■ Action item ■
Starting with the first line of the data below, copy each line up to and including the one containing "M225 0H260L249 26". Pictures stay out.

■ Material supplied ■

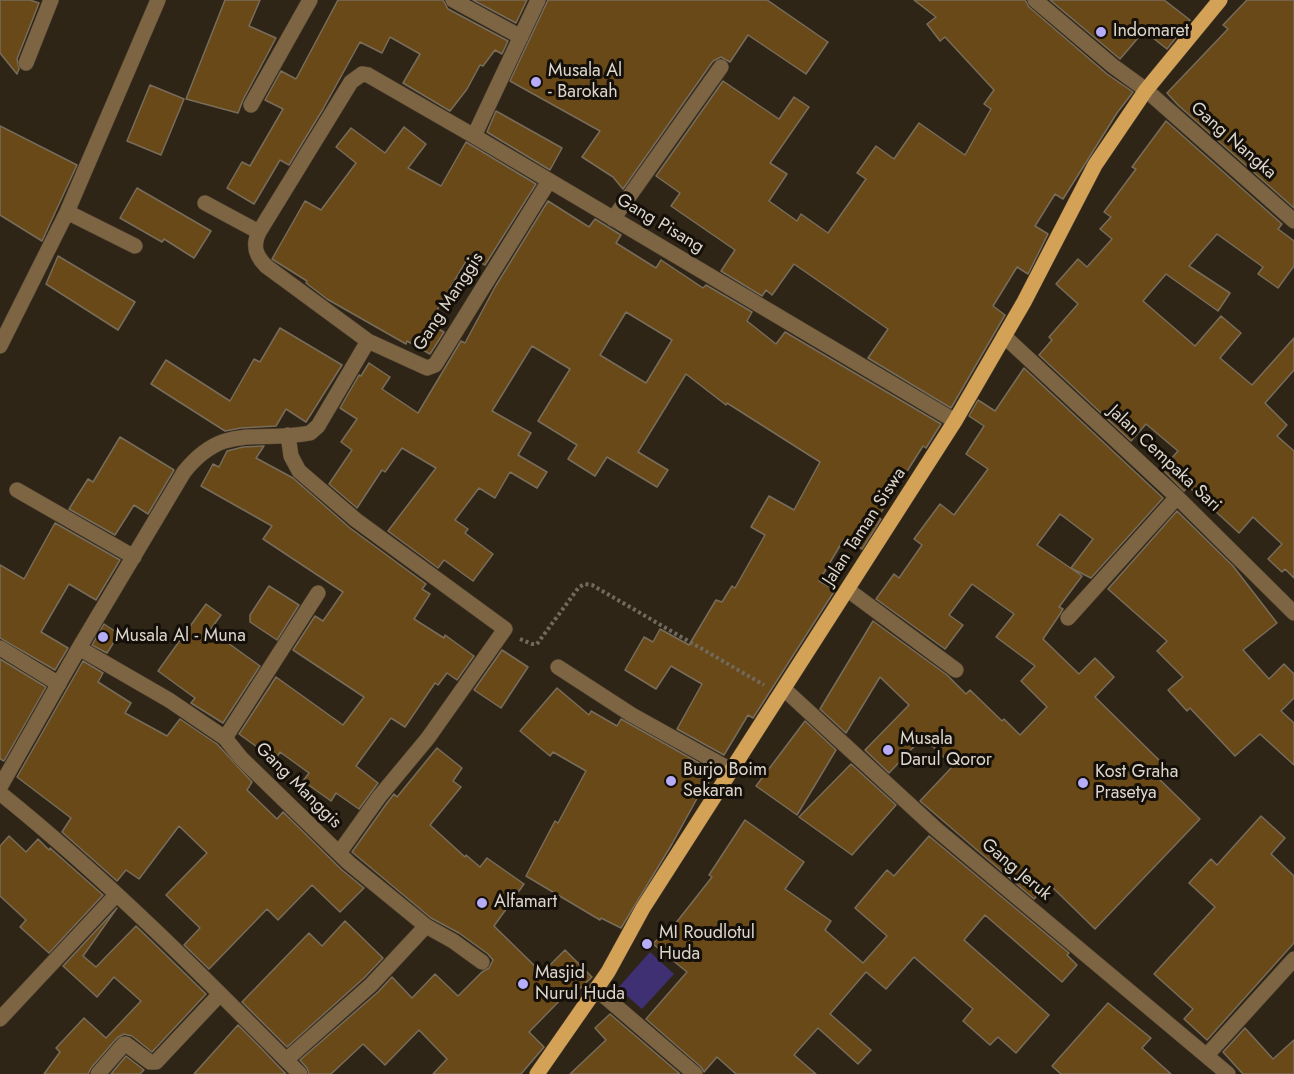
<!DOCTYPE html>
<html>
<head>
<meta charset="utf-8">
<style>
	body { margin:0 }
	canvas { display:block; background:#2f2516 }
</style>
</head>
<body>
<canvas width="1294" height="1074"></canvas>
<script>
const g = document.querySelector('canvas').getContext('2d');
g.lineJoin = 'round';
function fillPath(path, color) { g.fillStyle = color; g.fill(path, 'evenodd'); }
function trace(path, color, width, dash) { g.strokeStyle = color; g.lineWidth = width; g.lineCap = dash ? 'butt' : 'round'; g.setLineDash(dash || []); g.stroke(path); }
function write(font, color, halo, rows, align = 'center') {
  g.font = font + ' Jost,sans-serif'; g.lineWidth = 6; g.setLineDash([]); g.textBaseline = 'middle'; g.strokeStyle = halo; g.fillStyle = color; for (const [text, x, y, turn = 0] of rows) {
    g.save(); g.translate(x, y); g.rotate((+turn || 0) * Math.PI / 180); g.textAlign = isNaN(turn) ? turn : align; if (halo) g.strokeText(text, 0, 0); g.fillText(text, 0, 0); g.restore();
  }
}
fillPath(new Path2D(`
	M650 952 674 974 642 1009 618 988Z`), '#3e3072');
const building = new Path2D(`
	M0 0H30L39 3 17 59 19 69 17 74 0 53Z
	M225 0H260L249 26 276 38 243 100 238 113 186 99Z
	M338 0H443L448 9 508 41 502 54 495 50 483 66 480 65 467 89 450 111 403 83 420 54 390 37 382 53 360 42 323 109 289 165 280 160 254 204 227 188 242 162 250 166 283 109 265 100 281 71 296 79Z
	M473 0H527L516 23Z
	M548 0H767L828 42 806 74 748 35 730 62 721 57 713 61 623 189 613 177 582 157 600 131 510 81Z
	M914 0H1025L1029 7 1107 74 1133 92 1117 113 1063 199 1055 194 1035 226 1048 234 1028 274 1017 267 993 306 1005 315 951 408 868 358 888 329 794 264 772 295 766 290 762 296 721 271 735 250 671 206 680 193 656 176 723 81 779 119 794 97 809 107 770 163 787 174 769 201 797 221 801 214 828 233 866 179 857 173 876 146 894 159 919 123 965 155 991 109 984 104 994 90 945 37 940 41 927 24 936 17Z
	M1050 0H1164L1190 20 1167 49 1144 31 1120 59Z
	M1247 0H1294V208L1178 105 1167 93 1228 29 1223 25Z
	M150 85 184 99 161 155 127 141Z
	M496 111 562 148 550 170 487 132Z
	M1166 121 1282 224 1278 229 1294 241V266L1278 288 1258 274 1263 267 1217 234 1189 266 1230 293 1218 311 1166 274 1143 301 1195 346 1221 316 1241 333 1220 358 1252 385 1294 338V370L1265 403 1287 425 1277 436 1294 451V578L1285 569 1282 572 1268 559 1282 544 1253 517 1239 533 1189 487 1184 491 1162 469 1178 451 1146 424 1131 441 1039 355 1052 340 1049 337 1078 304 1056 284 1078 259 1087 267 1112 239 1100 229 1111 217 1104 212 1136 169 1132 167Z
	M0 126 77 165 42 241 0 215Z
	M404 127 426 144 408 168 441 186 466 142 536 184 485 265 469 256 429 324 444 332 430 354 407 341 406 344 327 299 306 283 307 281 272 259 305 201 321 210 356 163 336 147 351 128 385 153Z
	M137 188 211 231 194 258 164 239 162 242 120 218Z
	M548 201 589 227 595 219 621 235 616 243 656 268 661 260 703 288 706 285 752 312 747 321 776 344 785 332 941 424 926 448 923 446 878 517 881 519 862 549 844 539 819 581 835 590 753 718 748 715 724 755 677 729 702 684 671 666 656 689 625 670 644 637 653 642 660 629 689 645 716 600 722 602 732 586 735 588 765 535 751 527 769 496 794 510 820 462 727 403 726 405 686 374 638 452 668 470 657 487 607 457 595 476 568 459 577 445 538 421 570 369 532 346 492 411 531 433 518 455 547 472 537 488 510 472 495 498 479 488 455 520 468 529 465 533 493 554 473 581 444 560 438 568 388 531 436 468 402 448 385 472 382 470 357 508 329 484 352 450 341 442 357 419 340 408 359 375 361 376 369 363 390 377 382 389 418 413 461 341 465 343 495 287ZM626 312 672 340 646 383 600 355Z
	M58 256 135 302 118 330 46 284Z
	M280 328 342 365 306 422 286 409 276 426 241 428 225 431 151 384 166 360 230 401 254 359 260 362Z
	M1024 368 1163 498 1091 578 1071 568 1093 539 1060 514 1037 545 1082 576 1059 607 1063 609 1058 617 1043 639 1079 674 1095 658 1114 677 1095 697 1163 764 1154 774 1200 819 1095 929 1049 884 1034 899 920 801 953 766 923 737 889 773 865 750 909 705 880 677 846 733 820 709 873 621 947 675 966 694 970 690 1002 721 1004 719 1020 735 1047 707 1021 681 1035 666 996 637 1014 614 972 584 949 615 963 625 945 649 876 599 894 574 899 578 922 545 914 539 940 504 954 515 988 469 966 454 984 426 969 416 978 400 995 411Z
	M120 437 174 470 148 514 134 505 115 535 69 509 88 479 93 482Z
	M264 446 256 458 293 478 350 528 426 584 422 589 430 594 414 619 444 638 445 635 474 656 457 680 447 673 438 685 435 683 405 727 391 718 356 766 378 783 359 809 336 793 331 801 303 781 309 773 280 752 275 760 239 734 276 677 343 725 364 697 293 650 315 616 323 621 343 592 263 539 272 526 201 486 213 464 219 467 227 451 243 447Z
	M1177 511 1233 566 1277 623 1243 650 1269 679 1284 664 1294 674V698L1281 711 1294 723V765L1260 734 1235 756 1190 708 1187 711 1168 690 1183 677 1157 651 1167 641 1108 589Z
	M55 523 120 560 96 600 69 584 41 632 68 648 55 670 0 638V565L24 579Z
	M269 586 299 605 277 640 250 622V615Z
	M206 604 221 615 210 630 260 666 223 723 191 703 195 698 158 671Z
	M104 624 119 634 107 653 92 645Z
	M502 650 528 667 501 708 474 690Z
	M0 659 46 687 4 761 0 759Z
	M83 661 103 673 98 682 131 703 125 713 167 736 180 719 217 744 252 782 247 790 277 819 283 812 342 870 364 888 340 912 312 885 278 920 267 909 209 969 184 945 200 928 166 895 207 853 179 826 139 879 126 870 117 881 62 832 71 818 17 777Z
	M557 688 589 715 591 711 617 726 621 719 715 772 707 785 705 784 672 844 621 928 601 918 600 920 526 876 555 821 558 823 586 771 553 752 550 756 520 731Z
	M805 721 836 750 797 815 756 786Z
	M437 748 462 768 453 781 461 787 430 825 465 857 466 855 480 867 487 858 524 884 494 926 542 973 565 950 592 977 571 997 567 993 529 1032 544 1047 521 1074H433L447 1059 419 1030 385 1065 363 1044 331 1074H309L307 1068 300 1060 378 992 392 977 412 998 435 974 458 996 482 972 489 968 493 960 488 954 459 933 431 918 352 852 387 803 394 794 397 797Z
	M851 764 896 805 852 855 799 817Z
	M1261 816 1285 838 1271 854 1294 876V943L1207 1040 1184 1019 1193 1009 1154 974 1215 907 1189 883 1211 859 1217 865Z
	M745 820 804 862 785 889 831 921 825 930 863 963 887 936 855 908 887 870 894 876 929 836 1069 953 1067 955 1077 965 1062 982 985 915 964 940 1049 1015 1016 1053 998 1037 990 1045 963 1021 973 1009 914 957 886 989 866 972 830 1014 871 1050 858 1064 818 1028 794 1055 816 1074H736L717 1057 704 1072 701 1067 646 1019 687 972 653 944 665 931 668 933 712 877 709 875Z
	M9 836 26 852 38 839 49 850 50 848 103 895 49 953 20 927 26 920 0 896V846Z
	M117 908 83 956 96 967 136 926 206 994 152 1052 132 1036 124 1034 117 1038 91 1068 88 1074H44L60 1052 56 1048 84 1018 106 1038 141 1001 114 977 97 997 63 966Z
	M345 921 383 958 364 978 287 1047 242 1002 309 933 322 946Z
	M1108 1003 1151 1038 1142 1048 1171 1074H1061L1052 1066Z
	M610 1014 680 1074H570L606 1040 595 1028Z
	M238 1025 257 1044 286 1074H194Z
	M1245 1028 1273 1059 1294 1040V1074H1243L1223 1052Z
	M126 1056 144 1070 140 1074H111Z`);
fillPath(building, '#684917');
trace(building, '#786c5b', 1.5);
const minor = new Path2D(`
	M453 0 521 37
	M1035 0 1113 66 1146 90 1294 221
	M26 63 51 0
	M251 105 310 0
	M474 136 538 0
	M205 203 259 232
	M67 212 135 246
	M613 219 721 67
	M1004 336 1177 497 1294 613
	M368 341 266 266C256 256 252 246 259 232L351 82 362 74 368 75 474 136 955 421
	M0 346 67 212 158 0
	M288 435 291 456 299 471 356 520 505 629 428 738 379 797 339 853
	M17 490 134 557
	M848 590 956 670
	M1068 618 1177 497
	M0 648 59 684
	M79 648 169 700 225 738 241 758 349 863 426 926 453 941 482 962
	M558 667 632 715 731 770
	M784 689 936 829 1228 1074
	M225 738 318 593
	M0 787 79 648 184 472C224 422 256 443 310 433L318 426 368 341 427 368 435 365 549 181
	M0 793C107 879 204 977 300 1074
	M596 989 695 1074
	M0 1019 116 895
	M1207 1055 1294 959
	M286 1060 371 985 426 926
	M98 1074 124 1044H126L150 1062H156L220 994`);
const major = new Path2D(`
	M537 1074 608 972 643 908 955 421 1024 302 1095 165 1146 90 1220 0`);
trace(minor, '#4b4133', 16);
trace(major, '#4b4133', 16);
trace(new Path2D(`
	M520 639 532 644H537L579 587 585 584 592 585 764 685`), '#726a5d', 4, [3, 3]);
trace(minor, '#7d6543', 15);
trace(major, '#d3a257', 15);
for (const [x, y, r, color] of [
	[1101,32,6,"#b6acf8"],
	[536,82,6,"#b6acf8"],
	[103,637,6,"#b6acf8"],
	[888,750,6,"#b6acf8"],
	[671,781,6,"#b6acf8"],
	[1083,783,6,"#b6acf8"],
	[482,903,6,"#b6acf8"],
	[647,944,6,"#b6acf8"],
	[523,984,6,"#b6acf8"]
]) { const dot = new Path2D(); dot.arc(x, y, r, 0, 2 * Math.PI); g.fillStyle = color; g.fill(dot); trace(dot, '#140f09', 2); }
write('18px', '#dcd6cc', '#140f09', [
	["Indomaret",1113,32],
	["Musala Al",548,72],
	["- Barokah",548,93],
	["Musala Al - Muna",115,637],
	["Musala",900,740],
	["Darul Qoror",900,761],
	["Burjo Boim",683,771],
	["Sekaran",683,792],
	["Kost Graha",1095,773],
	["Prasetya",1095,794],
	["Alfamart",494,903],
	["MI Roudlotul",659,934],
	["Huda",659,955],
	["Masjid",535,974],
	["Nurul Huda",535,995]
], 'left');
write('18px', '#dcd6cc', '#140f09', [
	["Gang Nangka",1233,141,41],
	["Gang Pisang",660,224,31],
	["Gang Manggis",449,302,-57],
	["Jalan Cempaka Sari",1164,459,43],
	["Jalan Taman Siswa",865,527,-57],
	["Gang Manggis",298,786,45],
	["Gang Jeruk",1016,870,40]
]);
</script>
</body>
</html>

■ Answer to the exercise ■
<!DOCTYPE html>
<html>
<head>
<meta charset="utf-8">
<style>
	body { margin:0 }
	canvas { display:block; background:#2f2516 }
</style>
</head>
<body>
<canvas width="1294" height="1074"></canvas>
<script>
const g = document.querySelector('canvas').getContext('2d');
g.lineJoin = 'round';
function fillPath(path, color) { g.fillStyle = color; g.fill(path, 'evenodd'); }
function trace(path, color, width, dash) { g.strokeStyle = color; g.lineWidth = width; g.lineCap = dash ? 'butt' : 'round'; g.setLineDash(dash || []); g.stroke(path); }
function write(font, color, halo, rows, align = 'center') {
  g.font = font + ' Jost,sans-serif'; g.lineWidth = 6; g.setLineDash([]); g.textBaseline = 'middle'; g.strokeStyle = halo; g.fillStyle = color; for (const [text, x, y, turn = 0] of rows) {
    g.save(); g.translate(x, y); g.rotate((+turn || 0) * Math.PI / 180); g.textAlign = isNaN(turn) ? turn : align; if (halo) g.strokeText(text, 0, 0); g.fillText(text, 0, 0); g.restore();
  }
}
fillPath(new Path2D(`
	M650 952 674 974 642 1009 618 988Z`), '#3e3072');
const building = new Path2D(`
	M0 0H30L39 3 17 59 19 69 17 74 0 53Z
	M225 0H260L249 26 276 38 243 100 238 113 186 99Z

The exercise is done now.